Thread: "cannot convert parameter 1 from 'const char * []' to 'char *'" error

Hi,

I've some problems to get over, first of all, i keep getting this error and couldn't get it solved. here is the code and the error i get:

the error: error C2664: 'strtok' : cannot convert parameter 1 from 'const char []' to 'char *'

Code:

#include <stdio.h>
#include <string.h>
#include <ctype.h>
void countletters(const char a[]);

int main() {
	char string[80];
	puts("Text Analysis 1.0");
	puts("Please enter a string to be analyzed");
	scanf("%s",string);
	countletters(string);
	return 0;
}

void countletters(const char a[]) {
	int letters[26]={0};
	int length;
	int wordlength[11];
	char *token;
	int i,x;
	length = (int)strlen(a);
	printf("Lenght of the text is: %d\n",length);
	puts("Number of occurences of each letter:");
	for (i=0; i<length; ++i) {
		x=tolower(a[i]);
		x -= 97;
		++letters[x];
	}
	for (i=0;i<26;++i) {
		printf("%c:%d\t",97+i,letters[i]);
		if (!((i+2)%9)) printf("\n");
	}
	puts("The lengths of the words in the sentence:");
	token = strtok(a," ");
	while (token != NULL) {
		x=strlen(token);
		++wordlength[x];
		strtok(NULL, " ");
	}
	for (i=1;i<11;++i)
		printf("%d%s%d\n",i," letter words: ",wordlength[i]);
}

Second question: This piece of code is from a high school programming contest, the question is to determine the output by mind.

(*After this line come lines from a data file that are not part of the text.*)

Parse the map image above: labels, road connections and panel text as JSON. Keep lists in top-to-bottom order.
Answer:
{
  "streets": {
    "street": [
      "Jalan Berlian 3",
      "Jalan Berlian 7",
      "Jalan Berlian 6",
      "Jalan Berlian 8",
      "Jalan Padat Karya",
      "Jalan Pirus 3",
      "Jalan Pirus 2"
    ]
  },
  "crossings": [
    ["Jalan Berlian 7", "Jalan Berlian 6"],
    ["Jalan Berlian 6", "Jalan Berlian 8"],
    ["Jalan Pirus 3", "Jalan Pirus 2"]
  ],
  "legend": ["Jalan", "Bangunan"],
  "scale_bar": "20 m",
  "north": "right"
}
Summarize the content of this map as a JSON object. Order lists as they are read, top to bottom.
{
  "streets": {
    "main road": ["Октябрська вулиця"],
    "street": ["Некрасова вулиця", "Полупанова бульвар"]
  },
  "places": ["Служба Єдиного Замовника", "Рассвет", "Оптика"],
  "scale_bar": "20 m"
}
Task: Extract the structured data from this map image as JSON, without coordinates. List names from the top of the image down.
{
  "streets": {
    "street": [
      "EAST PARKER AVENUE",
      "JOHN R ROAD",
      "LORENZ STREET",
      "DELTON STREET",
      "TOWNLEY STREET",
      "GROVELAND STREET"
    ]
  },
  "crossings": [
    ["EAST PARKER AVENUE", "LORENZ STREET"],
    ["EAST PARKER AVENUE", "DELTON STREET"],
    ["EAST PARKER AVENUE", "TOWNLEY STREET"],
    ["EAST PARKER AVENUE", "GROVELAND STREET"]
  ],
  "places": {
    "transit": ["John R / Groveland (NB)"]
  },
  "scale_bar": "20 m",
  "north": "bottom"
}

I answered the question wrong, give it a try and please explain the output comes out you chose(by the way, don't mind the preprocessor statements, return 0, etc):

Code:

void f(int p[],int q[])
{
	int a[5]={1,2,3,4,5};
	static int b[5]={-1,-2,-3,-4,-5};
	p = a;
	q = b;
}
main()
{
	int i,j, p[5]={2,4,6,8,10}, q[5]={1,3,5,7,9};
	f(p,q);
	for(i=0;i<5;i++) p[i] += q[i];
	for(i=0;i<5;i++) printf("%d ",p[i]);
}

a) 1 2 3 4 5
b) 2 5 8 11 14
c) 0 1 2 3 4
d) 3 7 11 15 19
e) none of the above

Thank you for your help and kind concern!

For the second question it looks like d is the winner to me. The f() function has no effect on the main() function. Not sure why j is there either. Of course, d isn't quite right either because the printf() doesn't have a space in the format string so the numbers would come out in one long string: 37111519

If there truly isn't a space in the printf() format string I would have to go with e instead.

what i couldn't get is that, you say the function has no effect on main, but


Code:
p = a;
q = b;

shouldn't these change the values of the first elements of the arrays?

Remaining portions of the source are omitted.